Aos desavisados, vale começar afirmando que a presente crítica não é de um livro sobre Yasuke, a figura histórica conhecida como o samurai negro, ou samurai africano, que serviu o daimyō Oda Nobunaga no século XVI, no Japão, mas sim do primeiro romance da série literária fictícia homônima composta de oito livros que foi escrita pelo autor afro-americano Marc Olden, não havendo nenhuma relação entre um personagem e outro. Aproveitando-se dos chamados filmes de exploração – ou exploitation movies – sobretudo sobre personagens afrodescendentes e sobre artes marciais que tomaram relevo em Hollywood entre os anos 60 e 80, Olden criou Robert Sand, um ex-soldado americano que lutou na Guerra do Vietnã e que foi treinado como samurai por sete anos em um dojo nos arredores de Tóquio depois que ele mostra coragem ao tentar salvar um senhor de idade japonês da agressão de outros soldados e que se revela como sendo Konuma, um respeitado mestre samurai.
Em outras palavras, o autor surfou na onda de duas modas notadamente setentistas, criando um samurai negro moderno em uma história de origem que começa quando o dojo em que Sand vive e treina é massacrado pelas forças inclementes do Coronel Tolstoy, um soldado renegado em uma furiosa missão de vingança contra aqueles que ele acha que lhe prejudicaram. Único sobrevivente, Sand busca a ajuda de William Baron Clarke, ex-presidente dos EUA com quem um dia teve conexão e que também é alvo da fúria insana de Tolstoy, o que leva o samurai à sua própria missão de vingança e também de resgate.

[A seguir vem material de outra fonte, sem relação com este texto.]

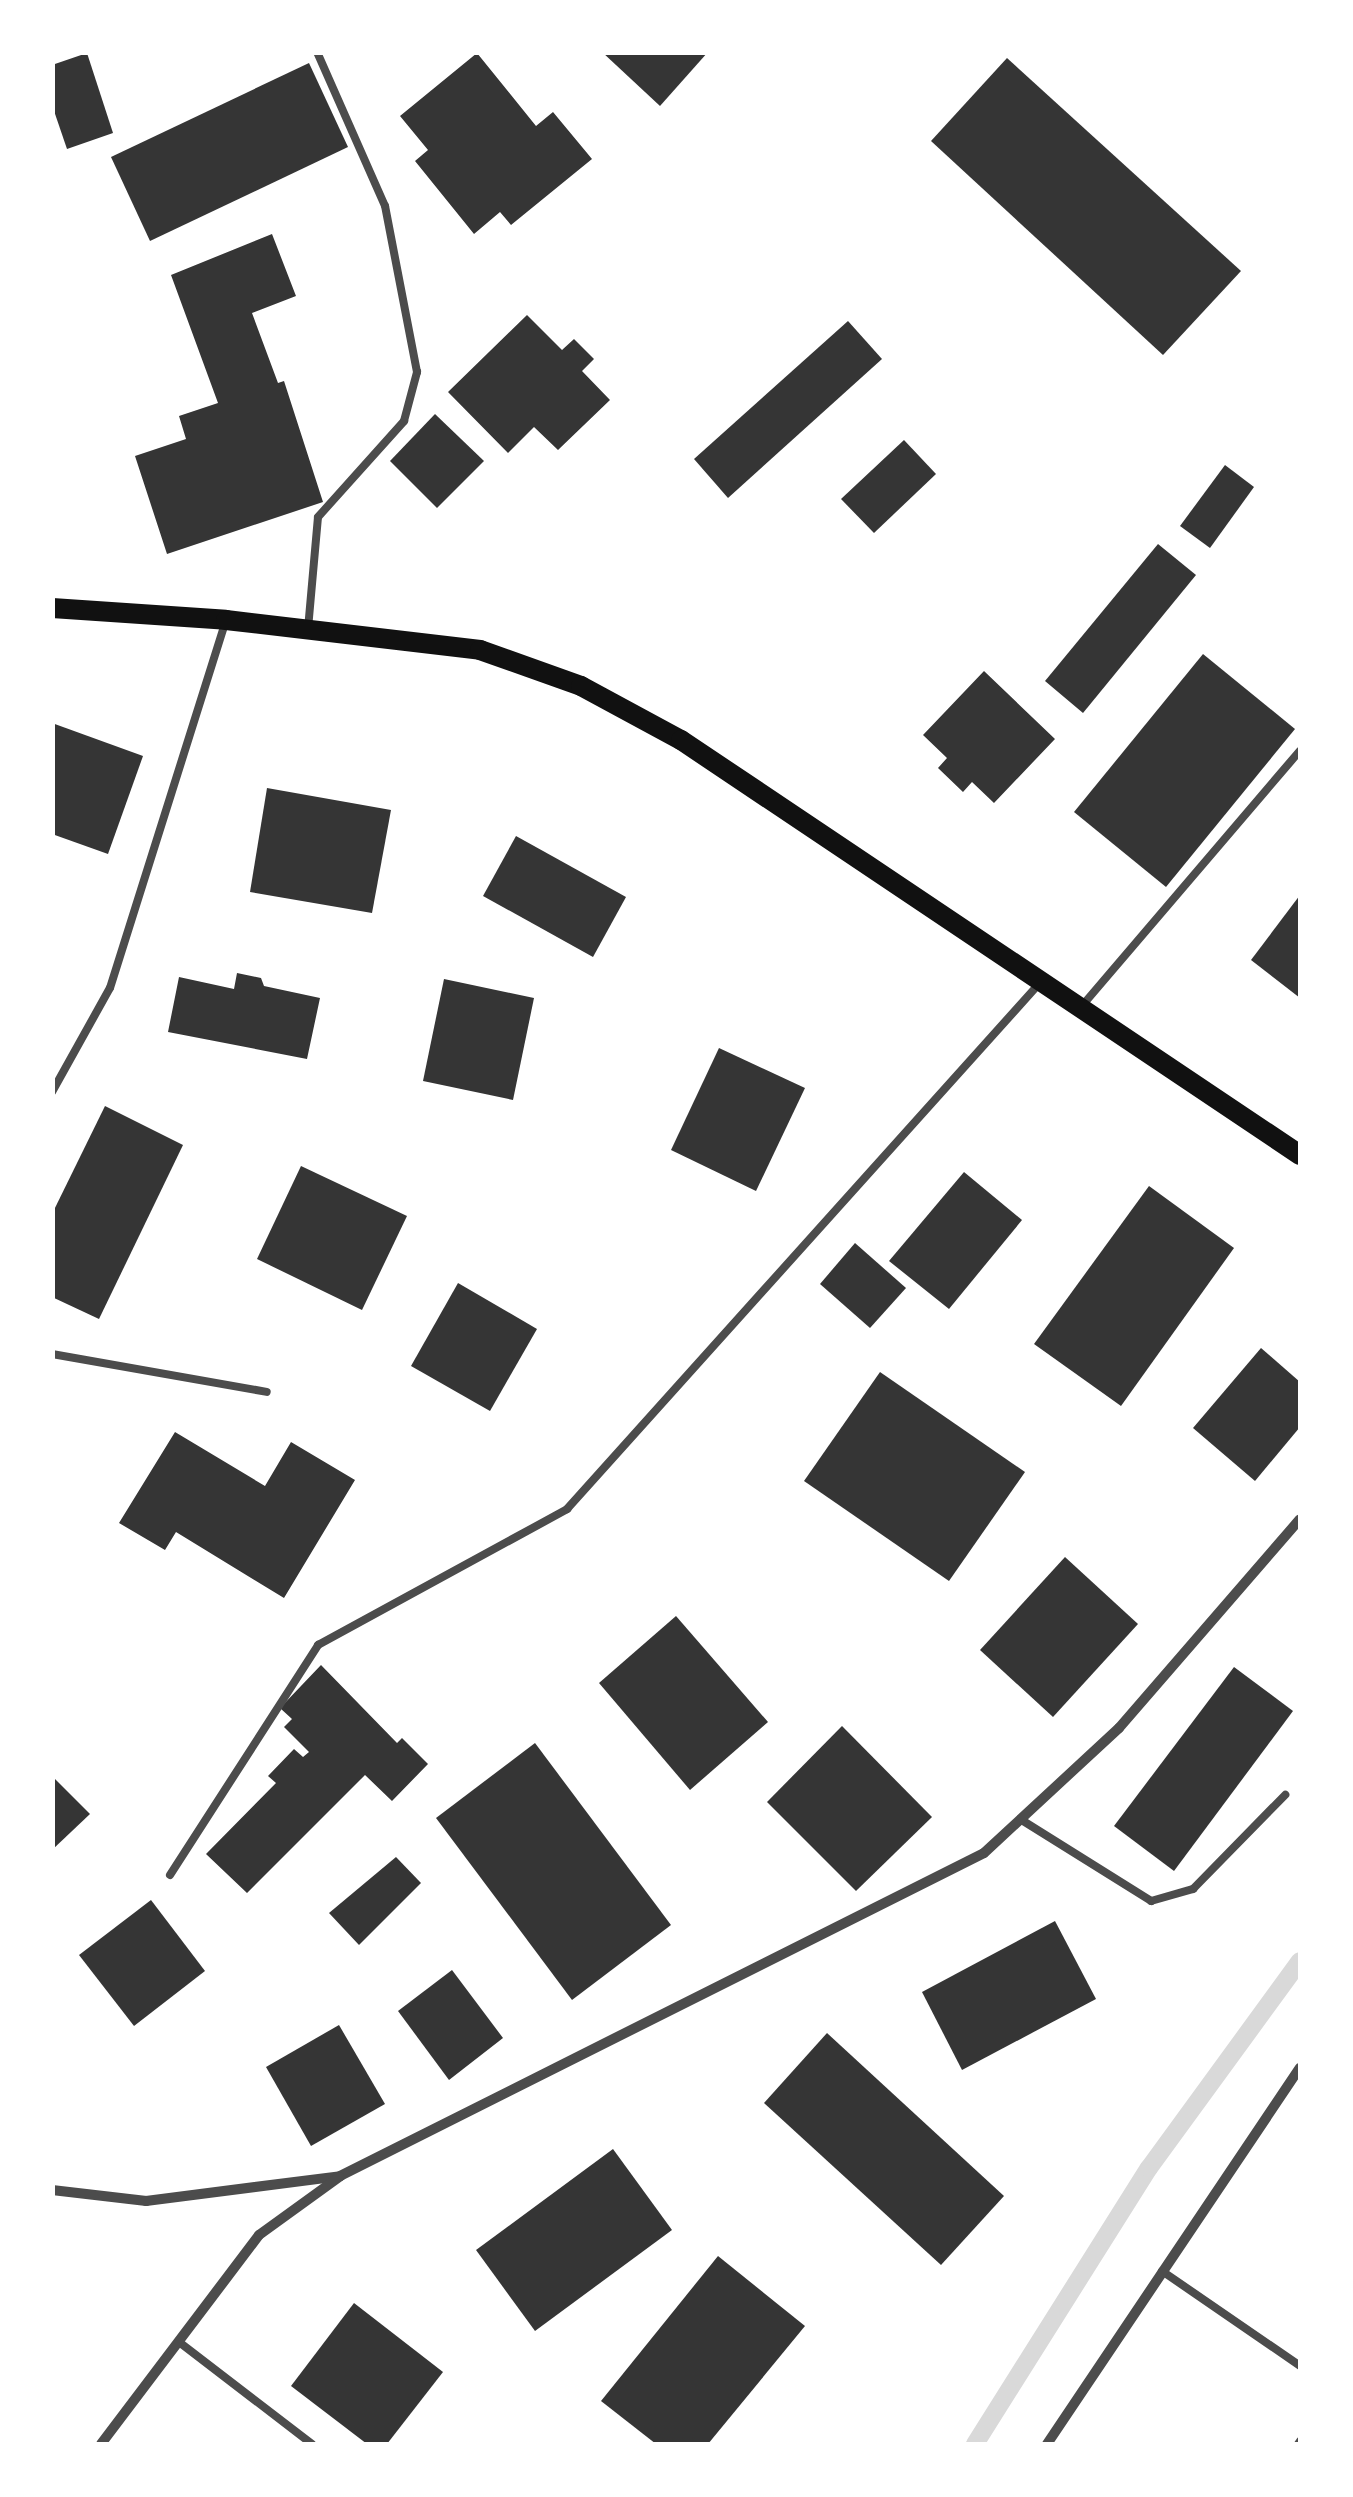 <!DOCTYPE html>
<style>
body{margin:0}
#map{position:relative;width:1353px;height:2497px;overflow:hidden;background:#fff;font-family:"DejaVu Sans",sans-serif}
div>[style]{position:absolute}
.stream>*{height:18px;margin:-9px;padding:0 9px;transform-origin:9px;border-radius:9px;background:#d9d9d9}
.building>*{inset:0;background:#353535}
.service>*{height:8px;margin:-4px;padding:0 4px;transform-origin:4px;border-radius:4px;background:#4c4c4c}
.minor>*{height:10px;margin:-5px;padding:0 5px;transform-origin:5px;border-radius:5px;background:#4c4c4c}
.secondary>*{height:20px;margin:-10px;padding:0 10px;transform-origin:10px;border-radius:10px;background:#111}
span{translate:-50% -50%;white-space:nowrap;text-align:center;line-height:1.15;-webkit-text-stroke:10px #fff;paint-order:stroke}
.frame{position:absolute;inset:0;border:55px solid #fff;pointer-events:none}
</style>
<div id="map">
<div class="stream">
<i style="left:975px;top:2444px;width:326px;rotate:-57.8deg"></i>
<i style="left:1149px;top:2168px;width:256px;rotate:-53.9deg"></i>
</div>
<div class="building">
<i style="clip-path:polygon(602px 52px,708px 52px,660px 106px)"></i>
<i style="clip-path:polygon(87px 53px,113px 133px,67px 149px,52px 105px,52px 65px)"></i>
<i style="clip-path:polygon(477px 53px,536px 126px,553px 112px,592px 159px,511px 225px,500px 212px,474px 234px,415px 161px,428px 150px,400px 116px)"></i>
<i style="clip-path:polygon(1007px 58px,1241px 271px,1163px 355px,931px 141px)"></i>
<i style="clip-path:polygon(309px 63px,348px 147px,150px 241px,111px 157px)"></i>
<i style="clip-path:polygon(272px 234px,296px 296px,252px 313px,278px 383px,284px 381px,323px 502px,167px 554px,135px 456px,186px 439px,179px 416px,218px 403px,171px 275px)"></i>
<i style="clip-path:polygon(527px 315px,562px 350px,574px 339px,594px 359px,582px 371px,610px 400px,558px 450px,534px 427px,508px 453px,448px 392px)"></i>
<i style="clip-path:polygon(848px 321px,882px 359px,728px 498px,694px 459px)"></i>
<i style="clip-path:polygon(435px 414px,484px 461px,437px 508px,390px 461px)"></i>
<i style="clip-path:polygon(904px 440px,936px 474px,874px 533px,841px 499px)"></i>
<i style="clip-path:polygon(1225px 465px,1254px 487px,1210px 548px,1180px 526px)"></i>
<i style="clip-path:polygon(1158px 544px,1196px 575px,1083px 713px,1045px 681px)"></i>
<i style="clip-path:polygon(1203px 654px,1295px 729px,1166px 887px,1074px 812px)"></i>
<i style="clip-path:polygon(984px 671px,1055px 739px,994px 803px,972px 782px,963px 792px,938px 768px,947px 758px,923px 735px)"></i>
<i style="clip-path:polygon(52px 723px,143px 756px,108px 854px,52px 834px)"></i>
<i style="clip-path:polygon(267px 788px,391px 810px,372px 913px,250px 892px)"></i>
<i style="clip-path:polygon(516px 836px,626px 897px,593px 957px,483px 896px)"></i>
<i style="clip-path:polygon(1300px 895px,1300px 998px,1251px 960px)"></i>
<i style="clip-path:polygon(237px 973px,261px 978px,264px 986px,320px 998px,307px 1059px,168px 1032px,179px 977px,234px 989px)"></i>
<i style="clip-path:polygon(444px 979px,534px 998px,513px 1100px,423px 1081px)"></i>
<i style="clip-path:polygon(719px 1048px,805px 1088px,756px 1191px,671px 1150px)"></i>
<i style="clip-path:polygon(105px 1106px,183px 1145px,99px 1319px,52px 1297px,52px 1214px)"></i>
<i style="clip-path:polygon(301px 1166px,407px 1216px,362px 1310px,257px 1259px)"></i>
<i style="clip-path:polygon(964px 1172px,1022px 1220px,949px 1309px,889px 1261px)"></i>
<i style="clip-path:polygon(1149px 1186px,1234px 1248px,1121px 1406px,1034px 1344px)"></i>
<i style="clip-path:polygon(855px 1243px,906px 1288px,870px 1328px,820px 1284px)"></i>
<i style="clip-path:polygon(458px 1283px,537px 1329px,490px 1411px,411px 1366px)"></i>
<i style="clip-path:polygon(1261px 1348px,1300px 1382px,1300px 1427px,1255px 1481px,1193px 1428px)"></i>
<i style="clip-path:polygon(880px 1372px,1025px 1472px,949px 1581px,804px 1481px)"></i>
<i style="clip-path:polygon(175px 1432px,265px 1486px,291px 1442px,355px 1480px,284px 1598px,176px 1532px,165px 1550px,119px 1523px)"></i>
<i style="clip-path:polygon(1065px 1557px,1138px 1624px,1053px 1717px,980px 1650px)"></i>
<i style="clip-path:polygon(676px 1616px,768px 1722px,690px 1790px,599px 1683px)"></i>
<i style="clip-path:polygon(321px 1665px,397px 1743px,402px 1738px,428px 1764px,392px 1801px,365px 1775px,247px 1893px,206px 1854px,276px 1783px,268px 1776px,294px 1749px,303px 1757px,309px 1752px,284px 1727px,292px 1719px,280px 1708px)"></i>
<i style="clip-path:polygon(1234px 1667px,1293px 1711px,1174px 1871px,1114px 1826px)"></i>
<i style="clip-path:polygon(842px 1726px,932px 1817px,856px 1891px,767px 1802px)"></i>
<i style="clip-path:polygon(535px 1743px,671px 1925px,572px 2000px,436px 1818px)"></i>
<i style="clip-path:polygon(52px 1776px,90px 1814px,52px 1850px)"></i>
<i style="clip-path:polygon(396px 1857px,421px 1883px,359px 1945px,329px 1913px)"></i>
<i style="clip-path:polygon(151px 1900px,205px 1971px,134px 2026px,79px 1955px)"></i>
<i style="clip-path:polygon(1055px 1921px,1096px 1999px,962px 2070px,922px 1992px)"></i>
<i style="clip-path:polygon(452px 1970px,503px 2038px,449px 2080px,398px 2011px)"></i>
<i style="clip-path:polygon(339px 2025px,385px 2104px,311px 2146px,266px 2067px)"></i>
<i style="clip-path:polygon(827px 2033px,1004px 2196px,941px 2265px,764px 2103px)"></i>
<i style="clip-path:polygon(613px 2149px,672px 2230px,535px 2331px,476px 2250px)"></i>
<i style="clip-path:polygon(718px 2256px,805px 2326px,708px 2444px,656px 2444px,601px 2401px)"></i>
<i style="clip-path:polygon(354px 2303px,443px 2372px,387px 2444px,367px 2444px,291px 2386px)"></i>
</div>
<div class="service">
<i style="left:308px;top:629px;width:112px;rotate:-84.9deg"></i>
<i style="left:318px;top:517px;width:129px;rotate:-48.1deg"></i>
<i style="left:404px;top:421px;width:51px;rotate:-75.1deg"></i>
<i style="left:417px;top:372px;width:169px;rotate:-100.9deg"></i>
<i style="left:385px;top:206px;width:168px;rotate:-113.8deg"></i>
<i style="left:1081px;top:1007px;width:337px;rotate:-49.5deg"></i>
<i style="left:52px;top:1092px;width:119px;rotate:-60.9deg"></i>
<i style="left:110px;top:988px;width:386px;rotate:-72.5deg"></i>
<i style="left:52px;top:1354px;width:218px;rotate:10deg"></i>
<i style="left:1020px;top:1819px;width:155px;rotate:32deg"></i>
<i style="left:1151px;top:1901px;width:44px;rotate:-15.9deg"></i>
<i style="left:1193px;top:1889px;width:132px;rotate:-45.6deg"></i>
<i style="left:170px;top:1875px;width:274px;rotate:-57.2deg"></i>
<i style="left:318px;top:1645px;width:284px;rotate:-28.6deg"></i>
<i style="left:567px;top:1509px;width:705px;rotate:-48.05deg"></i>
<i style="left:1162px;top:2271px;width:168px;rotate:34.5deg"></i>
<i style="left:179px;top:2342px;width:168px;rotate:37.5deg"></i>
<i style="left:1298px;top:2444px;width:4px;rotate:-56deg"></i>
</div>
<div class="minor">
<i style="left:52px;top:2190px;width:95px;rotate:6.7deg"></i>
<i style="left:146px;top:2201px;width:196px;rotate:-7.3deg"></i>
<i style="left:340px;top:2176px;width:720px;rotate:-26.64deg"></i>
<i style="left:984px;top:1853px;width:184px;rotate:-42.8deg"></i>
<i style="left:1119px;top:1728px;width:276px;rotate:-49.1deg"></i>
<i style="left:101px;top:2444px;width:262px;rotate:-52.9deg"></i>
<i style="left:259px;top:2235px;width:99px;rotate:-35.9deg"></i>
<i style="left:1047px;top:2444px;width:453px;rotate:-56.1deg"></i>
</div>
<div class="secondary">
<i style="left:52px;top:608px;width:174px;rotate:3.9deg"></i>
<i style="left:226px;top:620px;width:256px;rotate:6.7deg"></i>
<i style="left:480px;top:650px;width:107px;rotate:19.6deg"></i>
<i style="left:581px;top:686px;width:114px;rotate:28.4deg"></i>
<i style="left:681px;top:740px;width:745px;rotate:33.84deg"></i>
</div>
<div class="frame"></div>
</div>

Essa breve sinopse que, vale dizer, é propositalmente incompleta para evitar spoilers, revela que Olden faz esforço para complicar sua narrativa e tudo o que ele realmente consegue é criar uma sucessão de conveniências que podem ser resumidas ao somatório das habilidades extraordinárias de seu protagonista com o dinheiro infinito e os contatos importantes do “Barão”, como William Baron Clarke é conhecido.
Chega a ser inadvertidamente cômico como tudo é fácil demais para Sand, como todas as peças vão sendo encaixadas não naturalmente, mas com marretadas narrativas que exigem do leitor um bom grau de aceitação de que o que está lendo é pura diversão passageira, daquelas que servem de intervalo entre escolhas mais séries mesmo dentro da categoria de obras de ação desenfreada. Para todos os efeitos, a melhor comparação é mesmo com os filmes setentistas de exploração em que roteiros escritos de qualquer maneira eram produzidos com um elenco de 12ª categoria e orçamentos não superiores a uma cesta básica, mas, justiça seja feita, Olden escreve bem para o tipo de literatura que se propôs a lançar, algo que fica ainda mais evidente quando o romance sob análise é comparado com sua tenebrosa adaptação cinematográfica de dois anos depois, com Sand sendo vivido por Jim Kelly.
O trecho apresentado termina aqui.